Task to complete — The material is to be repeated exactly, from first line to last.
※ ※ ※
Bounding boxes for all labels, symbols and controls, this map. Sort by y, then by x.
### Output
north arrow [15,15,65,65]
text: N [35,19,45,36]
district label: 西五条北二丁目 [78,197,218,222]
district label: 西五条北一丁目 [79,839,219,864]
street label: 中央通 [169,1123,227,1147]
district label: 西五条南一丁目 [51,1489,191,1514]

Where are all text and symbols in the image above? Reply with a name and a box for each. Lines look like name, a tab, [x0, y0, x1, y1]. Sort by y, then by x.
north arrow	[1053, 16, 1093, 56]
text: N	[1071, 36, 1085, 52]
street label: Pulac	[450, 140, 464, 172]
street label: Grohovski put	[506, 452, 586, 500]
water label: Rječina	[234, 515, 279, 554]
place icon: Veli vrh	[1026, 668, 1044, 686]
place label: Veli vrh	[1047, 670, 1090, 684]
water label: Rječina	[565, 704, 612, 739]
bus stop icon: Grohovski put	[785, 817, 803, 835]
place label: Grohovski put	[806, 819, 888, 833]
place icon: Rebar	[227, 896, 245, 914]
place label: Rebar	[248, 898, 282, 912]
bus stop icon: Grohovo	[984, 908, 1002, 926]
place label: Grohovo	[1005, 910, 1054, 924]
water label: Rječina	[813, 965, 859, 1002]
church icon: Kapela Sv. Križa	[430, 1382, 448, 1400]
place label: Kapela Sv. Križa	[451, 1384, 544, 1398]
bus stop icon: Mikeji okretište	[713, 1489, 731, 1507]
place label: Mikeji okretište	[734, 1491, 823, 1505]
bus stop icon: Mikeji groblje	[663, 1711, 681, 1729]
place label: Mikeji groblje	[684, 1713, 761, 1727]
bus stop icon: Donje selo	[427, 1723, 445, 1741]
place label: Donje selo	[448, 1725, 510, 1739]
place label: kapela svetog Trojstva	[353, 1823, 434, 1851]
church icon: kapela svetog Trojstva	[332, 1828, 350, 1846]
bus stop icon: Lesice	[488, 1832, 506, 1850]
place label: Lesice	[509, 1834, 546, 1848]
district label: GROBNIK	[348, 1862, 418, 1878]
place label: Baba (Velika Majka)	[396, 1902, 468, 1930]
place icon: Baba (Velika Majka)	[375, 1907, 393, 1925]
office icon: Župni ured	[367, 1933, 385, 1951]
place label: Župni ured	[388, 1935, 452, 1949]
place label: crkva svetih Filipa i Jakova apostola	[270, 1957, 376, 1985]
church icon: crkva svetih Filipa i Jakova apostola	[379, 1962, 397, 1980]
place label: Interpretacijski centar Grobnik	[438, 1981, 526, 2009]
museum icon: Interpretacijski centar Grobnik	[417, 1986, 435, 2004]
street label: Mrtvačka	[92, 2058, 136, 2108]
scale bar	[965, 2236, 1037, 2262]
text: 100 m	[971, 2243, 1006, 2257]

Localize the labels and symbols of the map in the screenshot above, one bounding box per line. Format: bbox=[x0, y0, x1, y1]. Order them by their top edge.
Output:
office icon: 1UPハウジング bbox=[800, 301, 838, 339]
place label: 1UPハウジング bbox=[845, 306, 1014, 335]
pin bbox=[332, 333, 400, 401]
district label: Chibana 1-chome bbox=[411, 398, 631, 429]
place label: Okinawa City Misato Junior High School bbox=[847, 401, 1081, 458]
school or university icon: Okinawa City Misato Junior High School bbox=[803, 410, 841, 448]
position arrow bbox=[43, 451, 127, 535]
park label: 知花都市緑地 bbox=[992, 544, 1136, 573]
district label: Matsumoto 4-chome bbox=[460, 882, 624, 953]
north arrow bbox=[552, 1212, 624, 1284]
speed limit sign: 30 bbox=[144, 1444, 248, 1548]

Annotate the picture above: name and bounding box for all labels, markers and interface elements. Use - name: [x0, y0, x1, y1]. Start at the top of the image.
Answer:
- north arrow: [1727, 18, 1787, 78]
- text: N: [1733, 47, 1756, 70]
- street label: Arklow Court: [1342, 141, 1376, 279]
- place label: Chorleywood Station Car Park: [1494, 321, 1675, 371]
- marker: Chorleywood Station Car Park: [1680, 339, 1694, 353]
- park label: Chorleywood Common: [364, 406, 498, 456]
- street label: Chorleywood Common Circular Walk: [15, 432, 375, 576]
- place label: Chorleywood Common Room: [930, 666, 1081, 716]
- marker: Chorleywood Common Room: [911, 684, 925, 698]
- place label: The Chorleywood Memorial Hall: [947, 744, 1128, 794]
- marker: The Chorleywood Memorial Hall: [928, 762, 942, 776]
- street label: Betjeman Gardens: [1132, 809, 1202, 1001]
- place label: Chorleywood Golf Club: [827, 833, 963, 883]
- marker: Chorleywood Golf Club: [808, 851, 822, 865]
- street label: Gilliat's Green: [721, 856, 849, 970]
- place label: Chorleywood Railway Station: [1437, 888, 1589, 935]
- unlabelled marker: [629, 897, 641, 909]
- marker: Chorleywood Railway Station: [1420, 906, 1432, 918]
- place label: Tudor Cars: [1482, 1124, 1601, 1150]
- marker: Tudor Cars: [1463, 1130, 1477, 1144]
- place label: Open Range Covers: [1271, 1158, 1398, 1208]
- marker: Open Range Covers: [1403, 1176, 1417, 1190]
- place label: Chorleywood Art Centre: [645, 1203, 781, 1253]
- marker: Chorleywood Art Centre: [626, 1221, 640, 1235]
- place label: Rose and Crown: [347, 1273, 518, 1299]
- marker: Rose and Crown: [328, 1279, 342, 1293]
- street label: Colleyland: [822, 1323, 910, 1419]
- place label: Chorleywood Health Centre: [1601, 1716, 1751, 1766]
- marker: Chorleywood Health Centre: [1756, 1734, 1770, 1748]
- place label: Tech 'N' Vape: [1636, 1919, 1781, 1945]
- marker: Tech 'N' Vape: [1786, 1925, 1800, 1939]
※ ※ ※
Response below —
Bounding boxes for all labels, symbols and controls, this map. Sort by y, then by x.
### Output
north arrow [15,15,65,65]
text: N [35,19,45,36]
district label: 西五条北二丁目 [78,197,218,222]
district label: 西五条北一丁目 [79,839,219,864]
street label: 中央通 [169,1123,227,1147]
district label: 西五条南一丁目 [51,1489,191,1514]

Where are all text and symbols in the image above? Reply with a name and a box for each. Lines look like name, a tab, [x0, y0, x1, y1]. Sort by y, then by x.
north arrow	[1053, 16, 1093, 56]
text: N	[1071, 36, 1085, 52]
street label: Pulac	[450, 140, 464, 172]
street label: Grohovski put	[506, 452, 586, 500]
water label: Rječina	[234, 515, 279, 554]
place icon: Veli vrh	[1026, 668, 1044, 686]
place label: Veli vrh	[1047, 670, 1090, 684]
water label: Rječina	[565, 704, 612, 739]
bus stop icon: Grohovski put	[785, 817, 803, 835]
place label: Grohovski put	[806, 819, 888, 833]
place icon: Rebar	[227, 896, 245, 914]
place label: Rebar	[248, 898, 282, 912]
bus stop icon: Grohovo	[984, 908, 1002, 926]
place label: Grohovo	[1005, 910, 1054, 924]
water label: Rječina	[813, 965, 859, 1002]
church icon: Kapela Sv. Križa	[430, 1382, 448, 1400]
place label: Kapela Sv. Križa	[451, 1384, 544, 1398]
bus stop icon: Mikeji okretište	[713, 1489, 731, 1507]
place label: Mikeji okretište	[734, 1491, 823, 1505]
bus stop icon: Mikeji groblje	[663, 1711, 681, 1729]
place label: Mikeji groblje	[684, 1713, 761, 1727]
bus stop icon: Donje selo	[427, 1723, 445, 1741]
place label: Donje selo	[448, 1725, 510, 1739]
place label: kapela svetog Trojstva	[353, 1823, 434, 1851]
church icon: kapela svetog Trojstva	[332, 1828, 350, 1846]
bus stop icon: Lesice	[488, 1832, 506, 1850]
place label: Lesice	[509, 1834, 546, 1848]
district label: GROBNIK	[348, 1862, 418, 1878]
place label: Baba (Velika Majka)	[396, 1902, 468, 1930]
place icon: Baba (Velika Majka)	[375, 1907, 393, 1925]
office icon: Župni ured	[367, 1933, 385, 1951]
place label: Župni ured	[388, 1935, 452, 1949]
place label: crkva svetih Filipa i Jakova apostola	[270, 1957, 376, 1985]
church icon: crkva svetih Filipa i Jakova apostola	[379, 1962, 397, 1980]
place label: Interpretacijski centar Grobnik	[438, 1981, 526, 2009]
museum icon: Interpretacijski centar Grobnik	[417, 1986, 435, 2004]
street label: Mrtvačka	[92, 2058, 136, 2108]
scale bar	[965, 2236, 1037, 2262]
text: 100 m	[971, 2243, 1006, 2257]

Localize the labels and symbols of the map in the screenshot above, one bounding box per line. Format: bbox=[x0, y0, x1, y1]. Order them by their top edge.
Output:
office icon: 1UPハウジング bbox=[800, 301, 838, 339]
place label: 1UPハウジング bbox=[845, 306, 1014, 335]
pin bbox=[332, 333, 400, 401]
district label: Chibana 1-chome bbox=[411, 398, 631, 429]
place label: Okinawa City Misato Junior High School bbox=[847, 401, 1081, 458]
school or university icon: Okinawa City Misato Junior High School bbox=[803, 410, 841, 448]
position arrow bbox=[43, 451, 127, 535]
park label: 知花都市緑地 bbox=[992, 544, 1136, 573]
district label: Matsumoto 4-chome bbox=[460, 882, 624, 953]
north arrow bbox=[552, 1212, 624, 1284]
speed limit sign: 30 bbox=[144, 1444, 248, 1548]

Annotate the picture above: name and bounding box for all labels, markers and interface elements. Use - name: [x0, y0, x1, y1]. Start at the top of the image.
Answer:
- north arrow: [1727, 18, 1787, 78]
- text: N: [1733, 47, 1756, 70]
- street label: Arklow Court: [1342, 141, 1376, 279]
- place label: Chorleywood Station Car Park: [1494, 321, 1675, 371]
- marker: Chorleywood Station Car Park: [1680, 339, 1694, 353]
- park label: Chorleywood Common: [364, 406, 498, 456]
- street label: Chorleywood Common Circular Walk: [15, 432, 375, 576]
- place label: Chorleywood Common Room: [930, 666, 1081, 716]
- marker: Chorleywood Common Room: [911, 684, 925, 698]
- place label: The Chorleywood Memorial Hall: [947, 744, 1128, 794]
- marker: The Chorleywood Memorial Hall: [928, 762, 942, 776]
- street label: Betjeman Gardens: [1132, 809, 1202, 1001]
- place label: Chorleywood Golf Club: [827, 833, 963, 883]
- marker: Chorleywood Golf Club: [808, 851, 822, 865]
- street label: Gilliat's Green: [721, 856, 849, 970]
- place label: Chorleywood Railway Station: [1437, 888, 1589, 935]
- unlabelled marker: [629, 897, 641, 909]
- marker: Chorleywood Railway Station: [1420, 906, 1432, 918]
- place label: Tudor Cars: [1482, 1124, 1601, 1150]
- marker: Tudor Cars: [1463, 1130, 1477, 1144]
- place label: Open Range Covers: [1271, 1158, 1398, 1208]
- marker: Open Range Covers: [1403, 1176, 1417, 1190]
- place label: Chorleywood Art Centre: [645, 1203, 781, 1253]
- marker: Chorleywood Art Centre: [626, 1221, 640, 1235]
- place label: Rose and Crown: [347, 1273, 518, 1299]
- marker: Rose and Crown: [328, 1279, 342, 1293]
- street label: Colleyland: [822, 1323, 910, 1419]
- place label: Chorleywood Health Centre: [1601, 1716, 1751, 1766]
- marker: Chorleywood Health Centre: [1756, 1734, 1770, 1748]
- place label: Tech 'N' Vape: [1636, 1919, 1781, 1945]
- marker: Tech 'N' Vape: [1786, 1925, 1800, 1939]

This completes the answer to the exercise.